Media doesn't kill people - guns do
After any calamity involving youth and guns the inevitably facile debate over media ensues. Did the angst-filled teen listen to Marilyn Manson? Play violent games? Watch violent movies and television shows? Likely the youth did, although one would be hard pressed to find a teenager who doesn't. In reality the purported link between exposure to violent media and violent action is fallacious - but it does have a certain appeal.
The proposition starts with the classic nature/nurture debate. Are children born angels and then tainted by society as Rousseau and other romantics believed, or are they innately dreadful and would be so no matter what? There is a plethora of social science research on these questions but the basic answer is that children are born malleable, but not infinitely so.
The most famous study indicating a link between violent images and violent actions was Albert Bandura's 1961 "Bobo the Clown" study. Children exposed to adults being violent toward a "Bobo" doll exhibited more violence toward the doll than children who were exposed to adults tinkering with a tool set. The study was intended to support Bandura's behaviorist "social learning theory," which posits that children learn through a reward/punishment mechanism and observations of adult behavior.

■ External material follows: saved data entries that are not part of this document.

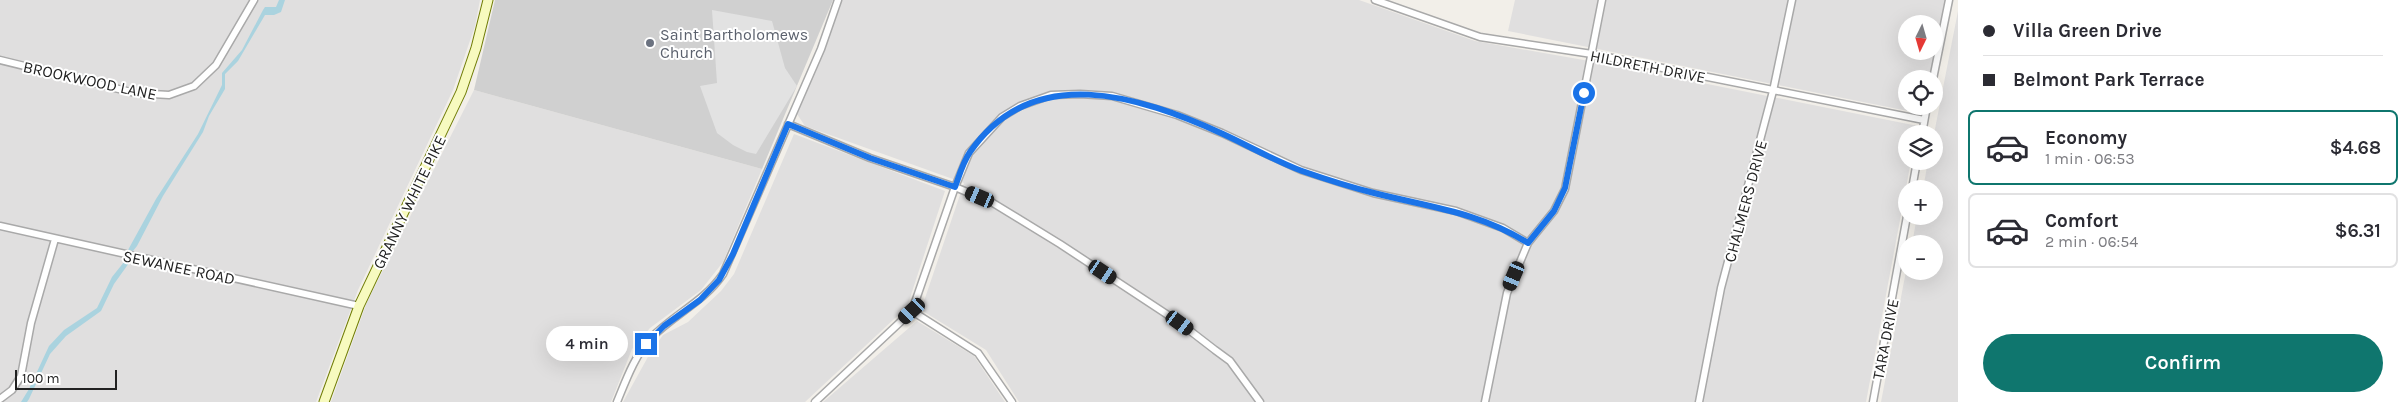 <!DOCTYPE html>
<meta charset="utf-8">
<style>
body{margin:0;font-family:Karla,sans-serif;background:#f7f7f7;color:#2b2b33;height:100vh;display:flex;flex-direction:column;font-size:19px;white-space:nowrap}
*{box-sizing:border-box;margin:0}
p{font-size:16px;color:#7c7c81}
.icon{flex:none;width:28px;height:28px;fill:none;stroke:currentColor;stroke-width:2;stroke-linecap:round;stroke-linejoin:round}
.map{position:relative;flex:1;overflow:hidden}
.details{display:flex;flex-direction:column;background:#fff;width:450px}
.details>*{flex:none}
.hud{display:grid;align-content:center;height:110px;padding:0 25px;background:#fff}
.needle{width:32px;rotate:185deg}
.buttons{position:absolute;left:1898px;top:15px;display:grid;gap:10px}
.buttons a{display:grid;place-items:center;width:45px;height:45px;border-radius:50%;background:#fff;box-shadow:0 5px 20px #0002;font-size:25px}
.scale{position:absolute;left:15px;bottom:12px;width:102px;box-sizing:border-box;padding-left:5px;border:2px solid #222;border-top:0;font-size:14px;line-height:18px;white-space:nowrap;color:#222;-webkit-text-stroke:4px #fff;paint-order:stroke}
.end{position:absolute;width:22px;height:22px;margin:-11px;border:6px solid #1a73e8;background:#fff;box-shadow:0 0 0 2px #fff}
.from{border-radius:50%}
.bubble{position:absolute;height:35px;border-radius:18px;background:#fff;box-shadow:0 5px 20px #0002;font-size:16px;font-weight:600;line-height:35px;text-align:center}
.car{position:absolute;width:15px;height:30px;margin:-15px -8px;border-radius:6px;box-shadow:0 0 4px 1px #0007;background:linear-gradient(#222 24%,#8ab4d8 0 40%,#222 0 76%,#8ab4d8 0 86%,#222 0)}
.hud b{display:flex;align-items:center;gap:18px;height:48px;font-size:19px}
.hud b+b{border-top:1px solid #e1e1e2}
.hud i{width:12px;height:12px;background:#2b2b33}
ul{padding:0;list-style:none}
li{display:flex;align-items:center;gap:15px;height:75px;margin:0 10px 8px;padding:0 15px;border:2px solid #e1e1e2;border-radius:8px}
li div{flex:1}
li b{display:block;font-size:19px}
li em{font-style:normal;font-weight:600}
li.active{border-color:#0f766e}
li>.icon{width:45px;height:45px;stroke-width:1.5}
.primary-button{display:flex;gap:10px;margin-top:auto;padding:10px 25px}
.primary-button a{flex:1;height:58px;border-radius:30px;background:#0f766e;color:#fff;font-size:20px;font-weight:600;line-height:58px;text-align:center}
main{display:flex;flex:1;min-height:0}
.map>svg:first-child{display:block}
.residential{fill:#e0dfdf;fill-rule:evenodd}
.religious{fill:#d0d0d0}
.parking{fill:#e2e2e2}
.water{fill:#aad3df}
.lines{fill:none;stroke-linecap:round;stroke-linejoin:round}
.minor-casing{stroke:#a9a9a9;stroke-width:9}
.secondary-casing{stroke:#707d05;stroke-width:11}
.minor{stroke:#fff;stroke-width:6}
.secondary{stroke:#f7fabf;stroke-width:9}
.route{stroke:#1a73e8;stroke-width:6}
.worship-dot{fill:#6b7280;stroke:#fff;stroke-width:2}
.labels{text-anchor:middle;stroke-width:4;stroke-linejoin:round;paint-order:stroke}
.worship-label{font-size:16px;fill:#5b616d;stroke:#fff;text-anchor:start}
.street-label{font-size:16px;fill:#222;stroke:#fff}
</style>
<main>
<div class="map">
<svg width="1958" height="402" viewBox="0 0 1958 402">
<rect width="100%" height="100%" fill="#f2efe9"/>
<!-- residential -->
<path class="residential" d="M0 0H480L475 26 453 90 358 290 316 402H0Z
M835 0H1359L1475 41 1612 65 1918 126 1916 134H1906V161H1911L1866 402H1019L986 350 921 310 964 183 805 126 797 114Z
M1515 0H1946L1930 79H1906V106H1924L1923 114 1508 31ZM1906 24H1934V51H1906Z
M1958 11V402H1881L1906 271H1934V244H1912L1917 216H1934V189H1923L1928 161H1934V134Z
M474 90 762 169 723 262 701 290 650 328 632 349 611 402H331L367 302Z
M794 134 945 191 907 307 805 402H623L649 355 663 335 688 322 721 291 734 274Z
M917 321 974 356 1005 402H823Z"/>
<!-- religious -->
<path class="religious" d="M495 0H833L762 169 474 90Z"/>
<!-- parking -->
<path class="parking" d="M712 10 772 21 785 68 797 86 756 154 747 152 733 145 717 133 700 86 717 83Z"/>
<!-- water -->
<path class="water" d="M279 0H285L281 12 274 15H265L238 61 225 74V89L209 116 203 132 163 196 137 246 133 251 128 250 156 199 198 134 222 85V73L242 50 263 10 265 7H276Z
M124 262 129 263 114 284 101 311 66 336 50 354 29 399 27 402H21L29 389 49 346 64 330 97 308 112 277Z"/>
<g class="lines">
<defs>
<path id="minor" d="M1375 0 1480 37 1592 54 1924 120
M0 60 135 93 169 95 194 86 216 65 254 0
M1933 79 1949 0
M788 124 870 158 955 187 993 203 1060 244 1180 323 1215 350 1230 361 1260 402
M1922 134 1927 106
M1912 189 1917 161
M0 226 359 306
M912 311 978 353 1012 402
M0 399 12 390 21 376 31 323 55 239
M617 402C626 380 635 355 651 338 674 314 704 302 723 274L821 49 838 0
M815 402 912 311 955 187 969 153 1002 117 1020 106 1051 95 1080 94 1112 96 1177 115 1222 133 1301 170 1373 193 1456 211 1503 228 1528 243
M1485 402 1507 293 1528 243 1554 211 1565 189 1602 0
M1699 402 1721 288 1773 91 1792 0
M1873 402 1907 216"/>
<path id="secondary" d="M324 402 359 306 461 92 476 48 488 0"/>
</defs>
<!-- minor casing -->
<use href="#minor" class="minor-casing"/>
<!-- secondary casing -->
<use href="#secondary" class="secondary-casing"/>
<!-- minor -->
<use href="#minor" class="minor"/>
<!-- secondary -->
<use href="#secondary" class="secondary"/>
</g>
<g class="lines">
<!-- route -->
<path class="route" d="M646 344 664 326 700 300 719 280 733 254 788 124 870 158 955 187C959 176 963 162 970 152 1033 61 1139 96 1223 134 1249 146 1275 161 1302 171 1325 179 1350 187 1374 193 1429 207 1479 212 1528 243L1554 211 1565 188 1584 93"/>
</g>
<!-- markers -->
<circle class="worship-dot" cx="650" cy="43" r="5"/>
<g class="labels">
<!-- worship labels -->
<g class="worship-label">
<text x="660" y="40">Saint Bartholomews<tspan x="660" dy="18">Church</tspan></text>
</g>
<!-- street labels -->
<g class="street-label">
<text transform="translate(1648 66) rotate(11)" y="6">HILDRETH DRIVE</text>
<text transform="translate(90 80) rotate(12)" y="6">BROOKWOOD LANE</text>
<text transform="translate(1745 201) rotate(-75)" y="6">CHALMERS DRIVE</text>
<text transform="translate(409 202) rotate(-64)" y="6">GRANNY WHITE PIKE</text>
<text transform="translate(179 267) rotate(12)" y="6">SEWANEE ROAD</text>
<text transform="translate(1885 339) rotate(-79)" y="6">TARA DRIVE</text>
</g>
</g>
</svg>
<div class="buttons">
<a><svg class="needle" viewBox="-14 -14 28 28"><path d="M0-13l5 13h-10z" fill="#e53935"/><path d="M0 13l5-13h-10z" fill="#7c7c81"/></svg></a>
<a><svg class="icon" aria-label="locate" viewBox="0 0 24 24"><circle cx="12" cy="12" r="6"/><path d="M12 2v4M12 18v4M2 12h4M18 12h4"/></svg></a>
<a><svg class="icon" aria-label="layers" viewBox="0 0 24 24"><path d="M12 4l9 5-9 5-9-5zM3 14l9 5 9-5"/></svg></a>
<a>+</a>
<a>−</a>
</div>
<div class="scale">100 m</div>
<i class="end from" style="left:1584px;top:93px"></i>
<i class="end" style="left:646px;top:344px"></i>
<div class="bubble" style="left:546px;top:326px;width:82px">4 min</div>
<i class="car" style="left:980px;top:197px;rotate:293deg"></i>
<i class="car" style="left:1103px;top:272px;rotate:124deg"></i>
<i class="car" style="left:1514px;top:276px;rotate:203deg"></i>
<i class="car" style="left:912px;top:311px;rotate:227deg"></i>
<i class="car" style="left:1180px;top:323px;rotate:126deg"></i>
</div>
<section class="details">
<div class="hud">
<b><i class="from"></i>Villa Green Drive</b>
<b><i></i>Belmont Park Terrace</b>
</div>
<ul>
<li class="active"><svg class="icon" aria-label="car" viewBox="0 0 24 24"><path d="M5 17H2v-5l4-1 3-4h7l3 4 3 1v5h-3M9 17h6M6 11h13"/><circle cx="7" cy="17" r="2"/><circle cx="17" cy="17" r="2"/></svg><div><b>Economy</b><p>1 min · 06:53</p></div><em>$4.68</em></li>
<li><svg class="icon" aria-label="car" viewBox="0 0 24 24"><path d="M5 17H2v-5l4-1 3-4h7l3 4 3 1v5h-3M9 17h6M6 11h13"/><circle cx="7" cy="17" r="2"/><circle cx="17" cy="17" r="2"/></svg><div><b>Comfort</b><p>2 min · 06:54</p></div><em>$6.31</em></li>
</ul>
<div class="primary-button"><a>Confirm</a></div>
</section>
</main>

However, the study doesn't actually prove that violent stimuli make children more violent. To start, the children in the experiment were all under the age of six; until the age of eight most children have trouble discerning reality from fantasy and may have mistaken the adults behavior as "instructions," a mistake that no school shooter could have made. But there are more fundamental problems with the assertion that "violent cultures produce violent citizens" or that "violence is a learned behavior."
For one, most American movies and television are exported worldwide, so our "violent media" is consumed by youngsters across the globe. Further, Dr. Buss of the University of Texas has shown that "91 percent of men and 84 percent of women have had at least one vivid fantasy - often intense and astonishingly detailed - of committing murder." Violence is universal in the human experience as are violent images, stories, and rituals. From cave drawings to creation narratives to rites of passage, violence is an indispensable part of all cultures. There was no noticeable spike in crime when violent television was introduced; the most deadly school massacre took place in 1927, and homicide rates during the 1920s and 1930s were much higher than today's rate.
The claim the media increase violence has also been thoroughly debunked by academic literature. Psychologist Jonathan Freeman of the University of Toronto compiled all the studies on media violence and violent behavior he could find and concluded that most could find no connection and those that did found only a tenuous connection. His finding: exposure to media violence has negligible if any effect on violent behavior in the real world.
Video games, because of their interactivity are most-oft cited for regulation. Yet, a recent ten-country survey by the Washington Post found a reverse correlation between video games spending and violence. Finally, psychologists have raised the question of reverse causation problems: could it be that violent people prefer violent video games, movies and music?
So why is "media" the debate we're having? Gun control (universal background checks, assault weapon bans, high capacity magazine bans, registration) has been wildly successful in every country that has adopted it; blaming the media is absurd and can't create any real policy proscriptions.
The reason the NRA and other gun rights activists point to media is diversion; they want to have that debate, even though it's absurd and facile - it's supposed to be. We can't let them divert attention from the fact that the United States has thousands upon thousands more people killed by guns than every other industrialized country (and they consume the same violent media) because if we do; they win, and another shooting is around the corner.
Sean McElwee lives in Gales Ferry and studied at The King's College, Manhattan. He is a columnist at The Lewis Review, a general interest magazine published at King's College.